[Critique] Ramdam, combat pour le vivre-ensemble

Prévu à la base comme un série, son pilote ayant été récompensé au Festival de La Rochelle en 2017, Ramdam est devenu au fil du temps un long-métrage co-produit par Arte, qui s’occupe également de sa diffusion à la télévision. Réalisé par Zangro et comprenant au casting Lyes Salem, Djemel Barek, Yamin Dib, Sid Ahmed Agoumi, Farida Ouchani, Thaïs Kirby ou encore Michèle Brousse, celui-ci nous entraîne dans un village du Sud-Ouest où la fermeture d’une mosquée va être le sujet de conflits cultuels et personnels.

Avec Ramdam, Zangro signe une comédie traitant avec tact des questions de religion et d’identité, pour aborder de la perception de l’islam en France, une thématique se cristallisant autour d’un affrontement opposant un père et son fils quant à la fermeture d’une mosquée.

Le scénario, que le réalisateur a co-écrit avec Fouad Saanadi, imam et Nacim Mehtar (La Fin De L’Été) avec la collaboration du tandem Vincent Poymiro/David Elkaïm (Ainsi Soient-Ils), évite tout manichéisme et se concentre avant tout sur les notions d’entraide et de solidarité, le tout traité avec une bonne dose de dérision, permettant ainsi de délivrer les messages et critiques avec plus de facilité.

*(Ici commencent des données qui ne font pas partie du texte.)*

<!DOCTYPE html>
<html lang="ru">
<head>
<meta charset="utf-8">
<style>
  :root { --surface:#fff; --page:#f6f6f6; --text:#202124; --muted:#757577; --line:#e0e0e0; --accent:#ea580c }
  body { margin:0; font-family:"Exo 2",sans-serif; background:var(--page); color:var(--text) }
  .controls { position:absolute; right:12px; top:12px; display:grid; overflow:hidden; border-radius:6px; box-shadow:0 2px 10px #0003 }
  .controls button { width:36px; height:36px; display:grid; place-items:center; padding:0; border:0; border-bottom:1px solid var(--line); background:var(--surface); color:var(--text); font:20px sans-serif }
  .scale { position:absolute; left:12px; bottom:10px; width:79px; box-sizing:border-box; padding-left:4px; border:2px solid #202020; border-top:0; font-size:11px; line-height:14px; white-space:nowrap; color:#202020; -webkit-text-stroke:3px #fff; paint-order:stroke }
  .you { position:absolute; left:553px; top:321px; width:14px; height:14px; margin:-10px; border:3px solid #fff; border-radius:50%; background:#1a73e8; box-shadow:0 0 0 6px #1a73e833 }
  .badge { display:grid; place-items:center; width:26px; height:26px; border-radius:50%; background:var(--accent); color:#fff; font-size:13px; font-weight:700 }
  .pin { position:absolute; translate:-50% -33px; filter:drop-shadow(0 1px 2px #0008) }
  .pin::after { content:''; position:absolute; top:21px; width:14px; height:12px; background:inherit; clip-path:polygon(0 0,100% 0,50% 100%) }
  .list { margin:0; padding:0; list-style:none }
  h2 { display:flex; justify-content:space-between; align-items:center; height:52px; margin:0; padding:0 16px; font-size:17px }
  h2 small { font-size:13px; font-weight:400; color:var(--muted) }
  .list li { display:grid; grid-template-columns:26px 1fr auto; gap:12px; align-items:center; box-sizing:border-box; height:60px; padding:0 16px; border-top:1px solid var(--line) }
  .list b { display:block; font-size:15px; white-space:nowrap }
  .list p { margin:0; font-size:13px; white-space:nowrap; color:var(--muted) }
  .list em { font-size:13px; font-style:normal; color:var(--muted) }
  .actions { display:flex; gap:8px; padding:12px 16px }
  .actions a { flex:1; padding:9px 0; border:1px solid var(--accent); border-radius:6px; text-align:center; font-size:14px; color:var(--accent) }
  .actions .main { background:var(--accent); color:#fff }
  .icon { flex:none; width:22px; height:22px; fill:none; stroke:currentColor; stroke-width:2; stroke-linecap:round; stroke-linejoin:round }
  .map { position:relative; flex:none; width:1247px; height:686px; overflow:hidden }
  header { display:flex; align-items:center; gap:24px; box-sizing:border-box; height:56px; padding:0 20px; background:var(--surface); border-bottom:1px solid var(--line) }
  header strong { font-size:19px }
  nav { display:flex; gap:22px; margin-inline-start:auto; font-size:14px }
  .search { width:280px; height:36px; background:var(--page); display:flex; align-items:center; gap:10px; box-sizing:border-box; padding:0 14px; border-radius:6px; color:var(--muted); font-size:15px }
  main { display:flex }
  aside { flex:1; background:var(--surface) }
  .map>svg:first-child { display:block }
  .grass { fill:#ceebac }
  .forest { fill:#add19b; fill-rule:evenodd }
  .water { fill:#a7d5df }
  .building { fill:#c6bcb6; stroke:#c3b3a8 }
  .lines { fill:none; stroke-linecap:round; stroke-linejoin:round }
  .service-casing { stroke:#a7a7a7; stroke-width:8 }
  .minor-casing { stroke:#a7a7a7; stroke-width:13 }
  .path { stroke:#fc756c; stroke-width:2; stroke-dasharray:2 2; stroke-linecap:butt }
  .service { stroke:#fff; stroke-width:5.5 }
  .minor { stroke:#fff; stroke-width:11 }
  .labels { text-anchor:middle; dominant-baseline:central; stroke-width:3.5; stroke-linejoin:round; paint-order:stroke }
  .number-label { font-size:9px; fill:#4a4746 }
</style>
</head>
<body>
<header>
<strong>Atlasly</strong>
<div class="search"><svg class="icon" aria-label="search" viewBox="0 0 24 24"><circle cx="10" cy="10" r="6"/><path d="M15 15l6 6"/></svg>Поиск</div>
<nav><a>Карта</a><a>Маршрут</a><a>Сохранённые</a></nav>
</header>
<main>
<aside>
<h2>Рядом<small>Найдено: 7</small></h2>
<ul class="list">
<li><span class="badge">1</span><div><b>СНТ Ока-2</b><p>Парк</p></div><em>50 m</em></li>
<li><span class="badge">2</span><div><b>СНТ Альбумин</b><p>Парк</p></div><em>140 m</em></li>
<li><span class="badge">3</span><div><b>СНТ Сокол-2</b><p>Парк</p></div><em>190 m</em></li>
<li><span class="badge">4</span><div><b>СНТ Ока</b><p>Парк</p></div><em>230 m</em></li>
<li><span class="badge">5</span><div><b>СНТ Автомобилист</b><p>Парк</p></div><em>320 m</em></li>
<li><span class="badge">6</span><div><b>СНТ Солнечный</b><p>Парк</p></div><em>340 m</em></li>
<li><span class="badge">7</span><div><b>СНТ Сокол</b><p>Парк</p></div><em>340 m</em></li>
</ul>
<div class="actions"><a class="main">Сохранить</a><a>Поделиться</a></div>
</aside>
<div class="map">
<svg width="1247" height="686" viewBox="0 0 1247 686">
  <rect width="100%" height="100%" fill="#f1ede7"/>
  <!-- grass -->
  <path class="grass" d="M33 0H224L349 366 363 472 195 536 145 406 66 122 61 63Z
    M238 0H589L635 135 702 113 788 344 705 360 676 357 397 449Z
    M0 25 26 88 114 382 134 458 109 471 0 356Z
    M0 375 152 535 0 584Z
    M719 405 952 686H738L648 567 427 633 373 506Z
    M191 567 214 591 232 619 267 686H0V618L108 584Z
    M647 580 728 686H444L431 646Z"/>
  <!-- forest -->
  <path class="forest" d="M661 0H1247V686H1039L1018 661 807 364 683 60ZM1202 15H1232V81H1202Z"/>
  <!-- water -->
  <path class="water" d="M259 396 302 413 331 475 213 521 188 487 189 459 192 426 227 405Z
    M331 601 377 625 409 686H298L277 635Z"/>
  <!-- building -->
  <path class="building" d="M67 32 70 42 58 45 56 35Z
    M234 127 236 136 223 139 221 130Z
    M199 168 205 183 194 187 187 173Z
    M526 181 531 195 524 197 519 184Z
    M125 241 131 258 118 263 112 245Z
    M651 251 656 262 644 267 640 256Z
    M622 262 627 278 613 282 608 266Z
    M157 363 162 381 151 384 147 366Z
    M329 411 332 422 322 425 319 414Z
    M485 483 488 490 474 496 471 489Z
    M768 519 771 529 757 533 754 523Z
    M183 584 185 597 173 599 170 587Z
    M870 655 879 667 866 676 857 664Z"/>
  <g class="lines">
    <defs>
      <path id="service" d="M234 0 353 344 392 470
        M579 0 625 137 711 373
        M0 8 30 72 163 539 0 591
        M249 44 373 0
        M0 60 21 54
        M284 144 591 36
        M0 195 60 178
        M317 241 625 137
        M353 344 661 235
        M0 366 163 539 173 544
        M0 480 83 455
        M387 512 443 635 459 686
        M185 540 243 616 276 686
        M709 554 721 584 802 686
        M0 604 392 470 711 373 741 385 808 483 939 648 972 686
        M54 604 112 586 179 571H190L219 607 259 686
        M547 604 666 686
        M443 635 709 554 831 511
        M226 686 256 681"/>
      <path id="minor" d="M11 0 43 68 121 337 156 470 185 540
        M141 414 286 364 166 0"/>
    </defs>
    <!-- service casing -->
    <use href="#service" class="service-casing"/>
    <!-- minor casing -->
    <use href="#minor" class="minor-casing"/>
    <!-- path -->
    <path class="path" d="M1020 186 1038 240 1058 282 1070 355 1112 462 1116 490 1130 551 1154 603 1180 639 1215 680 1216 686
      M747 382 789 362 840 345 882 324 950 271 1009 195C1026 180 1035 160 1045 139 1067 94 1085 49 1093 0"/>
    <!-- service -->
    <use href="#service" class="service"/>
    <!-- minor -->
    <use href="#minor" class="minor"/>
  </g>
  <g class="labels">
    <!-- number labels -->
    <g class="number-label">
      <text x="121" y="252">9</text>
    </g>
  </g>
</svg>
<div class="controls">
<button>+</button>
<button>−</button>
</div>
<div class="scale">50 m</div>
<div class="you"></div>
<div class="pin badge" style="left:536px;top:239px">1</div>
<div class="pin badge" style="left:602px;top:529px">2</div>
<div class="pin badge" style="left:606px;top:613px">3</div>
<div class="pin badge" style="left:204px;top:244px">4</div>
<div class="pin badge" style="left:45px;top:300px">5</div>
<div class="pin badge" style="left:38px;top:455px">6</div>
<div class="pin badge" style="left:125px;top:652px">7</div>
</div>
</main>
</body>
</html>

Ramdam nous plonge au sein d’un règlement de comptes, celui régnant au cœur du village de Saint-Marsain où Rachid, président du club de rugby local, souhaite utiliser le bâtiment où se trouve la mosquée locale pour en faire un club-house. Découvrant le projet de son père, avec qui les relations sont tendues, Amine, professeur d’histoire des civilisations à Bordeaux veut aider les fidèles sauf qu’à la suite d’un quiproquo celui-ci se voit nommé imam par ces derniers. Avec humour, Zangro pointe du doigt les petits travers de tout le monde, de la difficulté d’intégration aux préjugés de chacun quant à la religion et l’on se plaît à suivre les mésaventures de cette petite troupe qui, à travers sa volonté de conserver leur lieu de culte, va prôner un sujet plus vaste, le vivre-ensemble.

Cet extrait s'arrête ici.